Murray promoted Senators assistant John Paddock to the head job Friday, filling the vacancy created when Murray took over as general manager after John Muckler was fired June 18.
"I talked to a number of people, I don't think I have to go through the names . . . people that have experience in the league, guys that were hoping to get to the league at some point in time during their career," Murray said during a news conference at Scotiabank Place. "It all came back to me and I feel very comfortable.
"I think this an important thing for an organization to know the person and know the person well."
Paddock, 53, served as Murray's assistant the past two seasons and before that coached the Senators' AHL affiliate in Binghamton, N.Y.
It's been 12 years, though, since his last NHL head coaching job with the Winnipeg Jets.
He inherits a team that made its first Stanley Cup final appearance this past season, losing in five games to the Anaheim Ducks.
"It's an extremely exciting time when you become a head coach in the National Hockey League again," said Paddock, who becomes the sixth head coach in the team's modern history. "I don't look at it as a difficult transition.
"This hockey team has been successful and has the same solid core of players. We're not looking to re-invent the wheel by any means, we're just looking to continue and have a successful season."
Most of Paddock's head-coaching success has come at the AHL level.
Although he's been a pro head coach for 18 seasons, he lasted less than four years as coach of the Jets. While holding the dual role of coach and GM of the club, he replaced himself as coach in April of the lockout-shortened 1994-'95 season.
Paddock's record was a sub-par 106-138-37 in the regular season in Winnipeg. In the playoffs, the Jets suffered consecutive first-round losses in his first two years, then failed to qualify for the post-season in his last two.
Still, Murray liked Paddock's experience - in addition to being an NHL player and holding head coach, assistant and GM jobs, Paddock's also been an assistant GM with Philadelphia and director of pro scouting with the New York Rangers - as well as his relationship with the Senators players, many of whom he consulted before making the decision.
Randy Cunneyworth, who coached the Buffalo Sabres' AHL affiliate in Rochester, N.Y., last year and was a former Senators captain, was also thought to be seriously being considered.
"I know the players really respect and like him," Murray said of Paddock. "There were some names out there that have experience coaching in the league, but I wasn't sure how they'd fit in with this group of players."
Added Senators defenceman Wade Redden: "He's been around the game a long time and he's done everything.
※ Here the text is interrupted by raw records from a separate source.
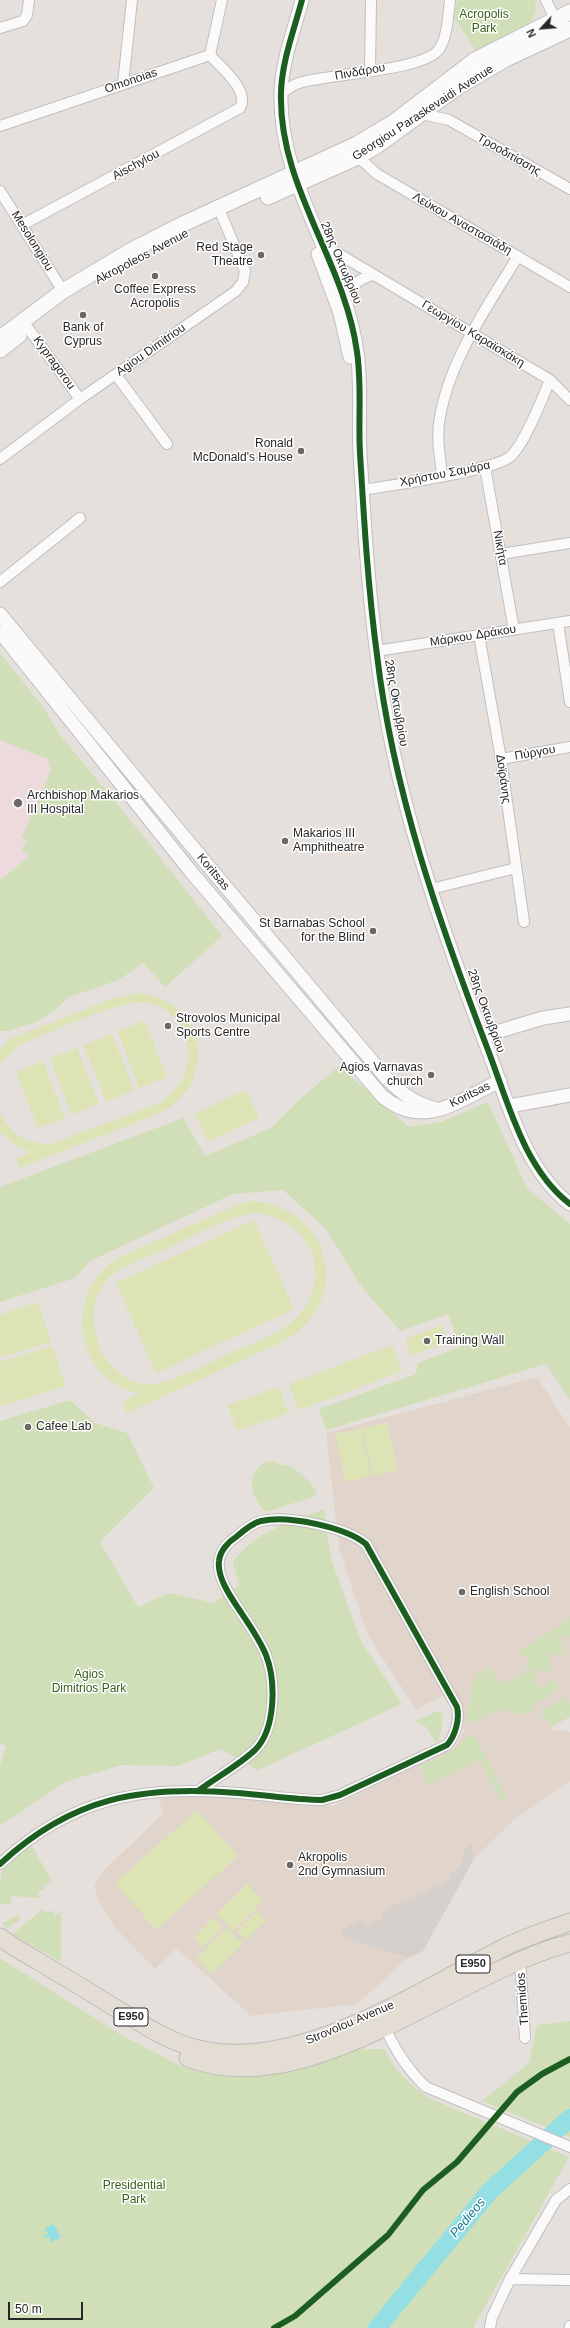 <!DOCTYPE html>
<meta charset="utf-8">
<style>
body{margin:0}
#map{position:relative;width:570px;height:2328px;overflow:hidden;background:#e6e0dc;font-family:Helvetica,sans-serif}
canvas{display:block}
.north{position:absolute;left:522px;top:8px;width:40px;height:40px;-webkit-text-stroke:3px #fff;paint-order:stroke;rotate:244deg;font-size:11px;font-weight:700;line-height:16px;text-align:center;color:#272727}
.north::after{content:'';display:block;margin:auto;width:14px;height:18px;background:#272727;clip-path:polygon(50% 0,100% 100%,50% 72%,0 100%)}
.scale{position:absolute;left:8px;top:2302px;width:75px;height:18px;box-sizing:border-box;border:2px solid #272727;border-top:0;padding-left:5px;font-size:12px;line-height:14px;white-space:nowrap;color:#272727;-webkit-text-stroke:3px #fff;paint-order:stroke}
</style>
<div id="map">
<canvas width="570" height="2328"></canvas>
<div class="north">N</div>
<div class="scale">50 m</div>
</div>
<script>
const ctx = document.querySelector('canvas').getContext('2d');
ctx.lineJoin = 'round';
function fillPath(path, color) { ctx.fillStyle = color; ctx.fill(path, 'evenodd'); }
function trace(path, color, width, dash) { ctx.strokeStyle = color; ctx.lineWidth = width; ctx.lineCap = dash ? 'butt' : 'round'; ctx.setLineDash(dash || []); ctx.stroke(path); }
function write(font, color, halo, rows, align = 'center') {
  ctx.font = font + ' Helvetica,sans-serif'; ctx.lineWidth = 3; ctx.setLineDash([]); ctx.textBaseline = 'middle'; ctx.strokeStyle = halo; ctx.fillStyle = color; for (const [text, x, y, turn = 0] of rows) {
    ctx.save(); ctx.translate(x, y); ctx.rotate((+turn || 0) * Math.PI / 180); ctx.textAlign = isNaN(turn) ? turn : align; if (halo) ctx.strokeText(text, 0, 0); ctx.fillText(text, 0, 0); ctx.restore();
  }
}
const education = new Path2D(`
 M537,1377L570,1428V1717L549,1729L570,1732V1781L515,1819L474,1859L423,1951L408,1958L357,2004L251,2016L176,1948L155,1969L116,1929L100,1904L94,1886L103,1871L163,1814L159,1799L199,1794L333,1806L456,1747L464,1730L443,1696L416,1709L368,1636L339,1548L326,1433Z`);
const medical = new Path2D(`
 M0,740L48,759L51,770L23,837L27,840L30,856L0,880Z`);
const green = new Path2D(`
 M457,0H535C537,10 536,14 530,22L476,51L454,17Z
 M0,653L44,708L59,734L128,817L222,936L165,987L143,963L119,980L69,997L54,1011L38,1021L8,1031H0V880L30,856L22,850L27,840L22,837L51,770L48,759L0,740Z
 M339,1066L409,1127L441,1122L488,1102L527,1188L570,1224V1400L546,1364L326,1430L319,1409L416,1374L418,1363L460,1347L448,1314L400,1331L361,1286L325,1228L283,1190L233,1194L90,1261L75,1278L0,1302V1187L183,1118L205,1156L271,1128L299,1100Z
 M70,1400L95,1423L127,1433L154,1488L100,1542L138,1607L169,1593L214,1603L239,1585L233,1562C254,1532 291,1522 324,1509L331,1559L361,1641L402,1704L258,1770L221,1749L177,1766L121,1765L65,1782L0,1826V1765L6,1746L0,1744V1421Z
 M274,1461C280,1466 283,1464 289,1466C298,1469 312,1484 317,1492L316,1496L266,1512C247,1497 246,1462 274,1461Z
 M570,1615V1637L564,1636L562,1638L561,1651L565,1653L564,1657L551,1652L548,1668L552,1670L550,1674L539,1669L535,1673V1685L544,1688L550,1681L561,1684L554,1688L556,1691L539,1701L527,1714L520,1715L509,1710L495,1712L470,1723L466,1721L473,1680L479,1672L490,1667L499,1684L515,1676L517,1678L525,1674L529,1658L516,1653L561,1625Z
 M563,1698L568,1703L570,1702V1716L551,1726L540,1713Z
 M438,1711H441L443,1719L439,1741L435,1742L426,1727L415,1721Z
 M474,1734L507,1799L502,1802L480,1760L428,1785L419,1766C430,1761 441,1757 451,1751C461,1744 461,1739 474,1734Z
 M30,1843L52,1881L44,1886V1890L38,1891L39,1898L11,1896L12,1903L0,1904C0,1867 0,1866 30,1843Z
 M43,1909L44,1912L54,1911L55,1915L61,1912V1962L12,1934Z
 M19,1915L20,1920L6,1929L2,1923Z
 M0,1958L123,2036L183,2067L235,2077L272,2073L313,2064L355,2049H384C395,2071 410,2086 431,2099L569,2157L473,2328H0Z
 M570,2021V2137L482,2101L529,2063L537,2025Z`);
const pitch = new Path2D(`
 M140,993C207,1002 220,1085 158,1114L19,1168L16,1159L31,1152L18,1147L0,1132V1113C10,1134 27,1144 50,1144L155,1105C206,1080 196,1006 140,1002C120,1001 40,1036 18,1046L10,1053L0,1066V1049L12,1038L115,998Z
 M145,1021L167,1077L139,1088L118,1031Z
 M112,1034L134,1090L106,1101L84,1045Z
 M77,1048L99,1104L72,1115L50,1059Z
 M43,1061L65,1118L38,1128L16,1072Z
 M246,1090L259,1118L208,1142L195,1114Z
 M254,1201C333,1208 353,1303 284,1341L127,1413L122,1402L139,1393C74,1381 61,1289 122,1256L239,1204ZM255,1213C278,1215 298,1226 309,1247C315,1257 316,1270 315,1282C307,1327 265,1338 228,1354C207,1364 186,1375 164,1382C114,1398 77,1328 101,1289C105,1282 111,1275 118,1271C134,1261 153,1255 170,1247C197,1235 226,1217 255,1213Z
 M254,1220L294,1309L156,1373L116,1283Z
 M38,1302L51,1342L0,1358V1315Z
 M442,1325L448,1342L411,1356L405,1339Z
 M392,1345L402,1371L299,1410L289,1384Z
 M52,1346L66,1386L1,1406L0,1362Z
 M279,1387L288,1413L237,1431L228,1405Z
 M387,1423L398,1470L373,1476L362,1428Z
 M361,1429L371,1476L346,1482L335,1434Z
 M197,1810L238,1856L156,1930L115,1883Z
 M247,1884L263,1901L233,1931L217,1914Z
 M257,1911L266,1921L246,1940L237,1931Z
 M213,1918L223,1928L203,1947L194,1938Z
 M227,1928L243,1944L212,1974L196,1958Z`);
const plaza = new Path2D(`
 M473,1844L474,1859L423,1951L408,1958L345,1938L341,1930L361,1920L365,1927L383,1918L380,1912L451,1879L448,1874L460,1868L466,1847Z`);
const water = new Path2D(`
 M54,2224L61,2238L51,2242L49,2236L45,2238L44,2235L48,2234L45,2228Z`);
const river = new Path2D(`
 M377,2328L490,2191L570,2118`);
const minor = new Path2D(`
 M546,0L555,19
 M0,28L23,21L27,15L29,0
 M210,55L222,0
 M370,71L371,0
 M123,84L132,0
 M281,94C286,90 292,85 299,83C326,74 427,71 440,48C448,34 448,15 450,0
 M422,114L449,120L570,189
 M0,126L210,55
 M358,157L377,174L570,287
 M0,191L63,291
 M22,225L240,108C250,90 221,68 210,55
 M324,245L550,380L570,400
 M346,300C352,285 357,280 372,275
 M28,328L80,399
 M116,375L167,444
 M0,459L80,399L236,291L243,282L245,271L222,216
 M485,467L514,630
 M442,475C440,457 436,436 440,417C450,359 488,306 518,256
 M363,490C391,485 495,471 511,456C525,443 542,399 550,380
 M501,554L570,543
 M0,582L80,518
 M558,623L570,702
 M479,635L501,759L524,922
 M376,651L570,621
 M501,759L570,747
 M431,889L516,868
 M0,1864C72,1797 142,1785 238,1793C266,1795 294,1800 322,1800L340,1795L447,1745C455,1736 460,1720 457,1707L366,1544C345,1527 288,1515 261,1521C252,1523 243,1531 236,1537C228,1542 220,1551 219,1561C217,1577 230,1596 238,1608C248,1623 259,1638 266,1655C276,1681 276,1729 255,1750C239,1765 217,1777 198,1791
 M520,1960L525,2038
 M383,2023C394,2048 406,2068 426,2087L570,2147
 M510,2279L570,2280
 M490,2328L492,2317L510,2279L556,2200L570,2189
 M570,2328V2326`);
const tertiary = new Path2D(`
 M302,0C294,30 282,61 281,92C278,187 345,261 357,352C362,385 358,419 360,453C364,520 368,588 377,655C393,791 439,922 488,1050C508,1102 524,1169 570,1204
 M318,254L340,313L350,357
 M0,614L210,868L387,1079C402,1094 416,1104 437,1109
 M0,632L192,873L382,1096C423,1131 459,1100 500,1081
 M483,1036L543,1018L570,1014
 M510,1106L570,1095`);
const secondary = new Path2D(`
 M268,197L358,157L381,143L458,87L506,59L570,29
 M0,338L63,291L130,251L183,224L357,144L394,122L475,60L570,12
 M0,350L19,335`);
const primary = new Path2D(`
 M0,1937L11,1945C46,1966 82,1987 117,2009C140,2022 162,2038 188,2046C290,2080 420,1989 509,1945C529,1936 550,1929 570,1922
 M188,2058C309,2105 456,1972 570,1943`);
const cycleway = new Path2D(`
 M302,0C294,30 282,61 281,92C278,187 345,261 357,352C362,385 358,419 360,453C364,520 368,588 377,655C393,791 439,922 488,1050C508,1102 524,1169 570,1204
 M0,1864C72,1797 142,1785 238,1793C266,1795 294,1800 322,1800L340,1795L447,1745C455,1736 460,1720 457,1707L366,1544C345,1527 288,1515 261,1521C252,1523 243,1531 236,1537C228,1542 220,1551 219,1561C217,1577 230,1596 238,1608C248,1623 259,1638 266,1655C276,1681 276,1729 255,1750C239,1765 217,1777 198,1791
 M274,2328L295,2316L388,2235L423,2190L457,2162L517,2092L542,2074L570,2059`);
const markers = [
 [261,255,4,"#6a6866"],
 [155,276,4,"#6a6866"],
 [83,315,4,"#6a6866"],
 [301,451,4,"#6a6866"],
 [18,803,5,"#6a6866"],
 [285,841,4,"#6a6866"],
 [373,931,4,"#6a6866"],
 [168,1026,4,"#6a6866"],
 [431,1075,4,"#6a6866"],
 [427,1341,4,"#6a6866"],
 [28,1427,4,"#6a6866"],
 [462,1592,4,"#6a6866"],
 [290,1865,4,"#6a6866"]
];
const shields = [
 [473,1964,34],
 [131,2017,34]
];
const shieldNames = [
 ["E950",473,1964],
 ["E950",131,2017]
];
const parkNames = [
 ["Acropolis",484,15],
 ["Park",484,29],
 ["Agios",89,1675],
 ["Dimitrios Park",89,1689],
 ["Presidential",134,2186],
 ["Park",134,2200]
];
const streetNames = [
 ["Πινδάρου",360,72,-10],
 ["Omonoias",131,81,-19],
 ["Georgiou Paraskevaidi Avenue",423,113,-33],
 ["Τροοδιτίσσης",509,155,30],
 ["Aischylou",136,165,-28],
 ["Λεύκου Αναστασιάδη",462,224,30],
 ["Mesolongiou",32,241,58],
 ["Akropoleos Avenue",142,257,-28],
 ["28ης Οκτωβρίου",341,263,67],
 ["Γεωργίου Καραϊσκάκη",473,334,31],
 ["Agiou Dimitriou",151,350,-35],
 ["Kypragorou",54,363,54],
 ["Χρήστου Σαμάρα",445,474,-11],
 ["Νικήτα",500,548,80],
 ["Μάρκου Δράκου",473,636,-9],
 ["28ης Οκτωβρίου",396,703,80],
 ["Πύργου",535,753,-10],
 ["Δοϊράνης",503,779,82],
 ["Koritsas",213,872,50],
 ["28ης Οκτωβρίου",486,1011,70],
 ["Koritsas",470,1095,-26],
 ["Themidos",523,1999,-94],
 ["Strovolou Avenue",350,2023,-23]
];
const poiNames = [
 ["Red Stage",253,248,"right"],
 ["Theatre",253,262,"right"],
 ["Coffee Express",155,290,"center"],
 ["Acropolis",155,304,"center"],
 ["Bank of",83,328,"center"],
 ["Cyprus",83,342,"center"],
 ["Ronald",293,444,"right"],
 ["McDonald's House",293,458,"right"],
 ["Archbishop Makarios",27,796],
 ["III Hospital",27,810],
 ["Makarios III",293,834],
 ["Amphitheatre",293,848],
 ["St Barnabas School",365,924,"right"],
 ["for the Blind",365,938,"right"],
 ["Strovolos Municipal",176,1019],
 ["Sports Centre",176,1033],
 ["Agios Varnavas",423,1068,"right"],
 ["church",423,1082,"right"],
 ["Training Wall",435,1341],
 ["Cafee Lab",36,1427],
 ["English School",470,1592],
 ["Akropolis",298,1858],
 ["2nd Gymnasium",298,1872]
];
const waterNames = [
 ["Pedieos",468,2218,-50]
];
fillPath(education, '#e1d5cb');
fillPath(medical, '#ecdadd');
fillPath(green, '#d0dfb7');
fillPath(pitch, '#dce3b4');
fillPath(plaza, '#d6d0cc');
fillPath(water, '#93dfe4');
trace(river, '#93dfe4', 18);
trace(minor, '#c0bebe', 12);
trace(tertiary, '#c0bebe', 15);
trace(secondary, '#c0bebe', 17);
trace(primary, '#bfbcbb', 19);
trace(minor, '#fbfafa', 10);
trace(tertiary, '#fbfafa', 13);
trace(secondary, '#fbfafa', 15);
trace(primary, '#e4ddd3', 17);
trace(cycleway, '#1b5e20', 6);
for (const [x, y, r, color] of markers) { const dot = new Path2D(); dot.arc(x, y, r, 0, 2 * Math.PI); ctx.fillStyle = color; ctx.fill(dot); trace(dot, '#fff', 1.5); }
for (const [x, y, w] of shields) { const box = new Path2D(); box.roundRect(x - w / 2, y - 9, w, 18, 3); ctx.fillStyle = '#fff'; ctx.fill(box); trace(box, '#272727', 1); }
write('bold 11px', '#272727', null, shieldNames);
write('12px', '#385f1c', '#fff', parkNames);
write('12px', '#272727', '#fff', streetNames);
write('12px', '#272727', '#fff', poiNames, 'left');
write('italic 13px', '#147d8f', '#fff', waterNames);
</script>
He's a good hockey man, a smart hockey man. Obviously he's going to treat us differently (than when he was an assistant), but he's an honest guy."
With assistant coach Greg Carvel staying on, Paddock will begin the search for another assistant. The Binghamton Senators are also looking for a new head coach.
Paddock said his stoic but intense approach on the bench will differ from that of the more-animated Murray, but little else is expected to change. He, like his GM, would like to see the Senators continue taking steps toward becoming a bigger, tougher, more aggressive team.
"Size matters, I think we found that out in the Stanley Cup final," he said.
Meanwhile, Murray and the Senators have been quiet during the first days of free agency.
Ottawa is one of the few teams yet to have signed any new players and Murray said he intends to eventually add one, likely a veteran forward. However, with the free-agent deals being too rich for his liking, Murray said he's looking at a possible trade and promoting players from within the system.
The Senators are currently shopping goaltender Martin Gerber, who still has two years remaining on the three-year, US $11.1-million deal he signed last summer, to free up salary as they face going to arbitration with No. 1 goalie Ray Emery.
On Thursday, free-agent centre Mike Comrie left Ottawa to sign with the New York Islanders. Earlier in the week, the Senators lost Tom Preissing to the Los Angeles Kings.
"I can't commit contracts to other players that may cost us one of our good people going forward," Murray said.